The studies included in the review assessed loneliness either as a main outcome or as an associated variable in adults with a clinical diagnosis of psychosis. Predictors or correlates of loneliness needed to be psychological variables, including cognition, personality, mental health symptom, behavioural variables, and psychosocial treatment.
Four databases and 14 relevant journals were searched, and a number of experts were consulted about extra studies. Case studies, conference papers, review papers, and qualitative studies were excluded. The authors assessed the methodological quality of included studies using the widely accepted PRISMA guidelines, although quality scores for each study were not reported in the review.

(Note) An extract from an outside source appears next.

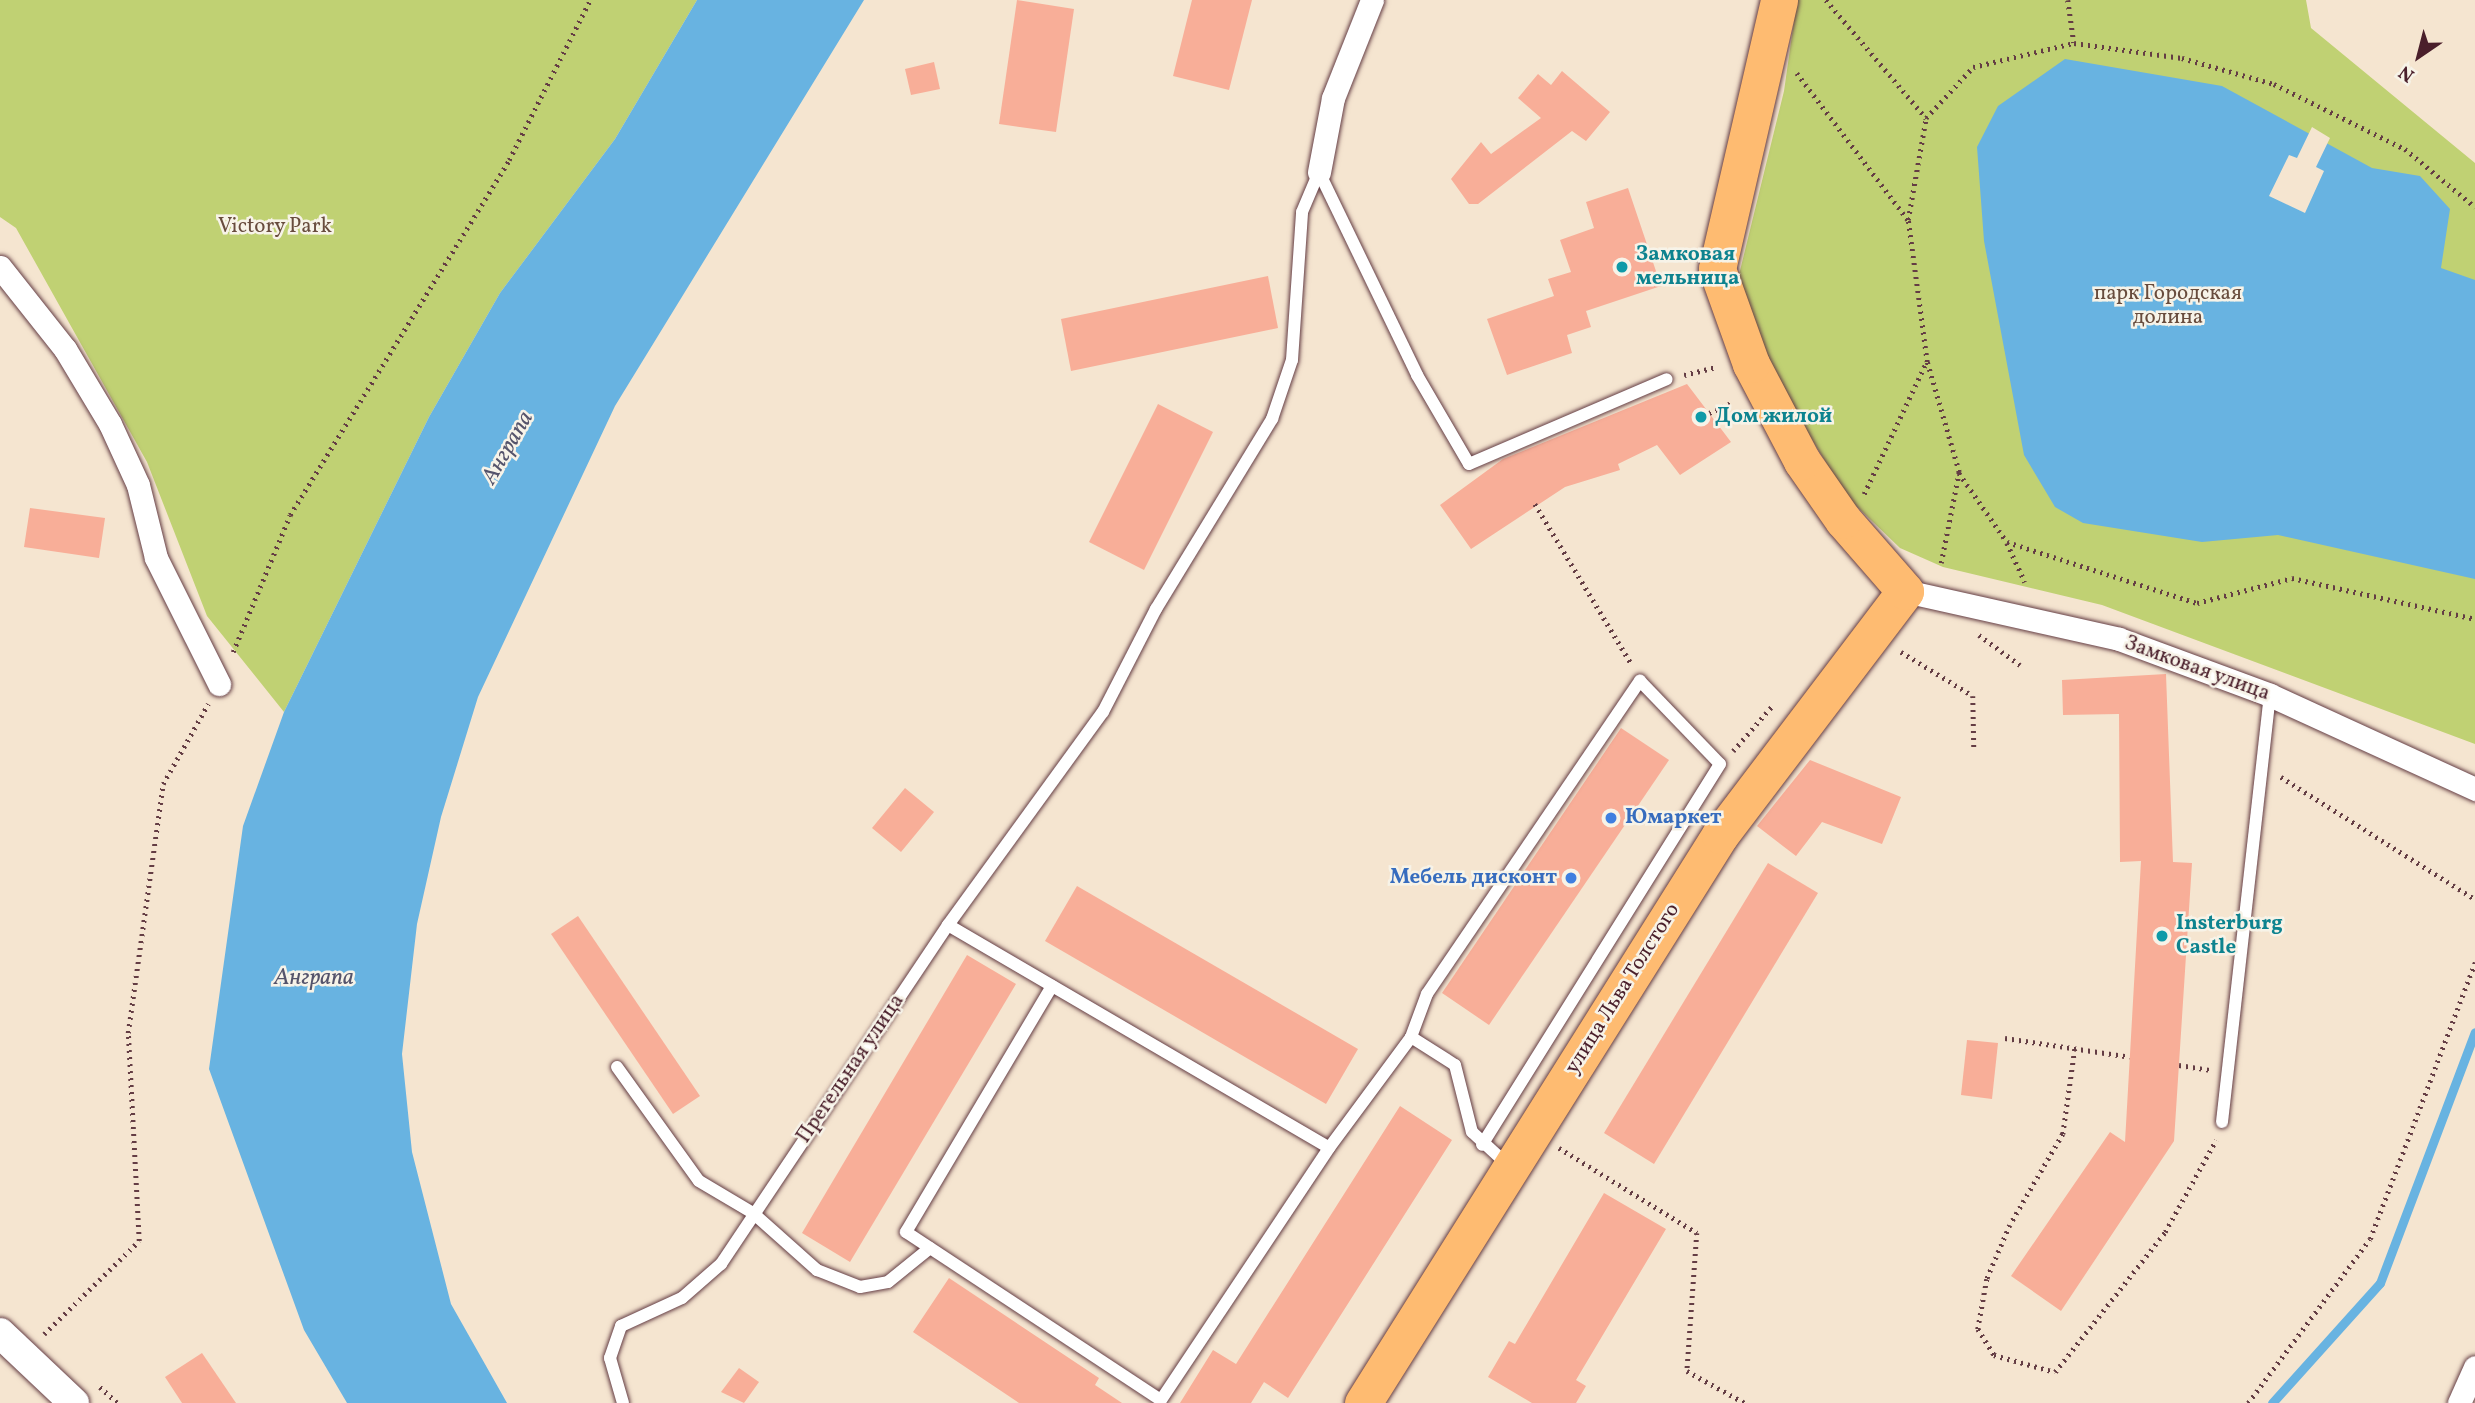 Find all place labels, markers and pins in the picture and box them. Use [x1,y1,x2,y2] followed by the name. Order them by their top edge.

In total, 1,762 abstracts were screened, of which 10 were eligible for inclusion in the review. The samples were recruited from mixed sources such as outpatient community, inpatient, or a combination of the two settings. All studies were published between 1980 and 2016. Most of the studies used valid and reliable loneliness measures such as the UCLA Loneliness scale (Russell D, 1996) and the De Jong Gierveld Loneliness Scale (de Jong-Gierveld J. et al, 1985), however 3 studies measured loneliness in a simpler way: present vs. absent, or the number of days one felt lonely in the past week.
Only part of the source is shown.